The Chargers don’t have a lot of depth in the secondary and usually resort to letting linebacker Donald Butler drop into coverage. Butler hasn’t been good in coverage, and the Chiefs should try to take advantage of him if the Chargers don’t also commit a safety to covering Moeaki.

The Chargers had to put safety Atari Bigby in coverage on Gonzalez, and he still managed to get open. If the Chiefs can force the Chargers to bring a safety up to cover Moeaki, they might have more opportunities in the deep passing game on the outside with one safety over the top.

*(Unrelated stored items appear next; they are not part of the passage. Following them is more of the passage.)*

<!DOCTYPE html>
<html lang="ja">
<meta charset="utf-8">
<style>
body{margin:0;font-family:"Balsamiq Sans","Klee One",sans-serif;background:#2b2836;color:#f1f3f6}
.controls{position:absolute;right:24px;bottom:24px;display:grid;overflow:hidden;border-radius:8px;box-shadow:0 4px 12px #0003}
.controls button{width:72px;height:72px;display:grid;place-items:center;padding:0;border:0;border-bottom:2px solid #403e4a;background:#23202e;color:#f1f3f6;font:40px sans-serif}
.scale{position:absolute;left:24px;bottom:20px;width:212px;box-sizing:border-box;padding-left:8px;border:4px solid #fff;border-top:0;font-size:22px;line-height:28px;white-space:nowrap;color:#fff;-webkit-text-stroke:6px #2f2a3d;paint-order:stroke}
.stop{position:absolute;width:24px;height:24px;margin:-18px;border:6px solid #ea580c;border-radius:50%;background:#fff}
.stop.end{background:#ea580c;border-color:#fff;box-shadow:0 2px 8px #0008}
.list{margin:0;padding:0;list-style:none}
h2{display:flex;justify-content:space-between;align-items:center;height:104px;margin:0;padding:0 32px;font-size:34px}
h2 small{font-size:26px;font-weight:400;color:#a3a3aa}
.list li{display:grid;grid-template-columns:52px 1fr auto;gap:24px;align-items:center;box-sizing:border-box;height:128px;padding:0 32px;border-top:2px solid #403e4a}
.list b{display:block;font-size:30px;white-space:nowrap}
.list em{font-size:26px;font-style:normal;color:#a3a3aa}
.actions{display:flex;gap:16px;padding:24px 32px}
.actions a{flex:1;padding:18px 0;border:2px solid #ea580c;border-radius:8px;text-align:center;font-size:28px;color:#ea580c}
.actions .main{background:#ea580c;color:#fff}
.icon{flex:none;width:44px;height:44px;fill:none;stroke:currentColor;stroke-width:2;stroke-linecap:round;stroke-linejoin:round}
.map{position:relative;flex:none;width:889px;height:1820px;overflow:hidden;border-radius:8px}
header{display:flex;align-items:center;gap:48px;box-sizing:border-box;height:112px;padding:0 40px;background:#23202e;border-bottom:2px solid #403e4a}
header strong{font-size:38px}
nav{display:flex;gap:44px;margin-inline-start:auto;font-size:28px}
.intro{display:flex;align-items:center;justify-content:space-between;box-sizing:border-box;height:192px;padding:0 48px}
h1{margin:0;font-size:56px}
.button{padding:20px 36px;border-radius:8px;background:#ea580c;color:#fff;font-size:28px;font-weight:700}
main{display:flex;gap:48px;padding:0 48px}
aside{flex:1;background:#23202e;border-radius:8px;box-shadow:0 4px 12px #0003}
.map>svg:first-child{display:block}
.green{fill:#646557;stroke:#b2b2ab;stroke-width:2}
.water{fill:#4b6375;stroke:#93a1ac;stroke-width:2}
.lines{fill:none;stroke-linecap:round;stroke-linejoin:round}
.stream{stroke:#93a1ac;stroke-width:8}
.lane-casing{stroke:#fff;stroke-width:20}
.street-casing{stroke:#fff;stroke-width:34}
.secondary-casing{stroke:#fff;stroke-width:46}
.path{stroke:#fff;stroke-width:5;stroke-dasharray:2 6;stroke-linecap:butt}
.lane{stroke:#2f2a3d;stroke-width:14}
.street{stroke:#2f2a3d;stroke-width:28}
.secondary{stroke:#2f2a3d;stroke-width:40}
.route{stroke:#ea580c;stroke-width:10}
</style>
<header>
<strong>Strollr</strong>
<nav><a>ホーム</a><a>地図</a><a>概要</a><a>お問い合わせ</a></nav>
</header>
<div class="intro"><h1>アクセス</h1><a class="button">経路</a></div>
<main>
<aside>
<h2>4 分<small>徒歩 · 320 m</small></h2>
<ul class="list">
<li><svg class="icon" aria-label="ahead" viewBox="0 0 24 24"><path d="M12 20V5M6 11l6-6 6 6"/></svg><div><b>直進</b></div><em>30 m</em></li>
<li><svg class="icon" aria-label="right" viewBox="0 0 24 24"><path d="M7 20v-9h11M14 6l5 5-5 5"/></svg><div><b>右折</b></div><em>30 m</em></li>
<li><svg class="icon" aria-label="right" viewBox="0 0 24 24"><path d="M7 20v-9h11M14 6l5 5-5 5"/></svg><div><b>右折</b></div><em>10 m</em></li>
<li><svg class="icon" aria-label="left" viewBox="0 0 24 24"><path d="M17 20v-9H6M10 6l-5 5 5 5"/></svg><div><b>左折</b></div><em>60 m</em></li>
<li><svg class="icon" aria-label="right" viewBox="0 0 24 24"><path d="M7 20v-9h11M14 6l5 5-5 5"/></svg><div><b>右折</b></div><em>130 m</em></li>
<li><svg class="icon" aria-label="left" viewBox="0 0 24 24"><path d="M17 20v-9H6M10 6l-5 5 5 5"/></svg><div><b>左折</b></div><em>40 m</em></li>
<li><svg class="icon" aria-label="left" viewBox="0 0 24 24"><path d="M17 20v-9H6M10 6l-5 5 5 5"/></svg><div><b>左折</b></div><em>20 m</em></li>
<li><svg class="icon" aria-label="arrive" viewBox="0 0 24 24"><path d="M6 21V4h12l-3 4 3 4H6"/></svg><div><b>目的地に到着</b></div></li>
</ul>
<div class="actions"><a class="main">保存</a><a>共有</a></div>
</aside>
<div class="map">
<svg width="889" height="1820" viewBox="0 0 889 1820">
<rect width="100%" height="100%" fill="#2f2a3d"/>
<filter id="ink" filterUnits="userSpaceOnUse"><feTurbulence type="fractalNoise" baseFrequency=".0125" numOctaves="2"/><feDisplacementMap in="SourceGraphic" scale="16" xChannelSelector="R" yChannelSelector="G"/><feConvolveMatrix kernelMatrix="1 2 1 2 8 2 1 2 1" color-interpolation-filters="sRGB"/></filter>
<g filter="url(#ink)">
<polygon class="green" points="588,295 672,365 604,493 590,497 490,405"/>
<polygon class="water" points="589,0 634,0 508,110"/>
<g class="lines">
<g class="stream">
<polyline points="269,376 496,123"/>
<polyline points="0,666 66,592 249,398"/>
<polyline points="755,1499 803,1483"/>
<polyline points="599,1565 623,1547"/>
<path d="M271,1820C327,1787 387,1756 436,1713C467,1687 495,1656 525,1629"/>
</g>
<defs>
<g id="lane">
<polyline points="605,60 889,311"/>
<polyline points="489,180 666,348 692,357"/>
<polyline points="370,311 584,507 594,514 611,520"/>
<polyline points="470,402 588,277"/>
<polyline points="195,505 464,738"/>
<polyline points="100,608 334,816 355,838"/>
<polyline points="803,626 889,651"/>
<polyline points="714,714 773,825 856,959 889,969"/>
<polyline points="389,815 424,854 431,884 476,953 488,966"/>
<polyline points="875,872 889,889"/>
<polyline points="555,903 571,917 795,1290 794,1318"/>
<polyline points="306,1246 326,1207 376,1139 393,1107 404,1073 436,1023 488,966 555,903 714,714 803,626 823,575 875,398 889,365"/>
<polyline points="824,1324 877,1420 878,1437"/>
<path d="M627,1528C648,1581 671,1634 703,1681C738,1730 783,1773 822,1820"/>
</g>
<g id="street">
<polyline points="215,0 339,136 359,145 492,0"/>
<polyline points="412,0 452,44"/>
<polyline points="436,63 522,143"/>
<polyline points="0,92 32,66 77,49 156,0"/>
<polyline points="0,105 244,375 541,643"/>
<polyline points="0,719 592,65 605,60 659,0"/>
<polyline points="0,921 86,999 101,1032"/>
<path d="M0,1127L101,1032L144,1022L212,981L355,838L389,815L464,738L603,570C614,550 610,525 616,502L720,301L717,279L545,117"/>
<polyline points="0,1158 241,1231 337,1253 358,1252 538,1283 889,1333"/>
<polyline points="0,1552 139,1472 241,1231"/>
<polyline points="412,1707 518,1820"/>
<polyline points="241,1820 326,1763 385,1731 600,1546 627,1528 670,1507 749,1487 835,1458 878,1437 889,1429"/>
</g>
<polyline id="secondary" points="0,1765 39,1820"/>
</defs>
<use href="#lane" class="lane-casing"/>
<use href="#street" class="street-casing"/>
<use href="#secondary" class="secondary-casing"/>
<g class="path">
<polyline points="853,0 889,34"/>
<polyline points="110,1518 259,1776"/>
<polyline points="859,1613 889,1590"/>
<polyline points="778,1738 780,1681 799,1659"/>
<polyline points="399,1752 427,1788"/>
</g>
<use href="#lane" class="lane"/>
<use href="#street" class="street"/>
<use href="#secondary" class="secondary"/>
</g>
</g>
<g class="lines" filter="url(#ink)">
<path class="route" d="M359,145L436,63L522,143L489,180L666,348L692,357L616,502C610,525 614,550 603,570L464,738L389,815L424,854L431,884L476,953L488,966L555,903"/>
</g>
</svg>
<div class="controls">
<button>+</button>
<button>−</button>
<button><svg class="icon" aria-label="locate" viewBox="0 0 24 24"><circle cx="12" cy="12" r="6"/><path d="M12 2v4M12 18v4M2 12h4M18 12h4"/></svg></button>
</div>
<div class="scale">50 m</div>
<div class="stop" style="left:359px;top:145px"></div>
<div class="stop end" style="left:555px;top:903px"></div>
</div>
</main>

In many ways, the Chiefs treat Matt Cassel like a young quarterback; they rarely trust him throwing the ball. The Chiefs prefer to run and be conservative, but at some point they are going to need Cassel to win a game with his arm.

Having a productive tight end in the passing game is like a security blanket that prevents forced throws into coverage, and that’s something Cassel is prone to doing. The Chiefs would be wise to start developing the Cassel to Moeaki connection, and a big game against the Chargers would be a good start.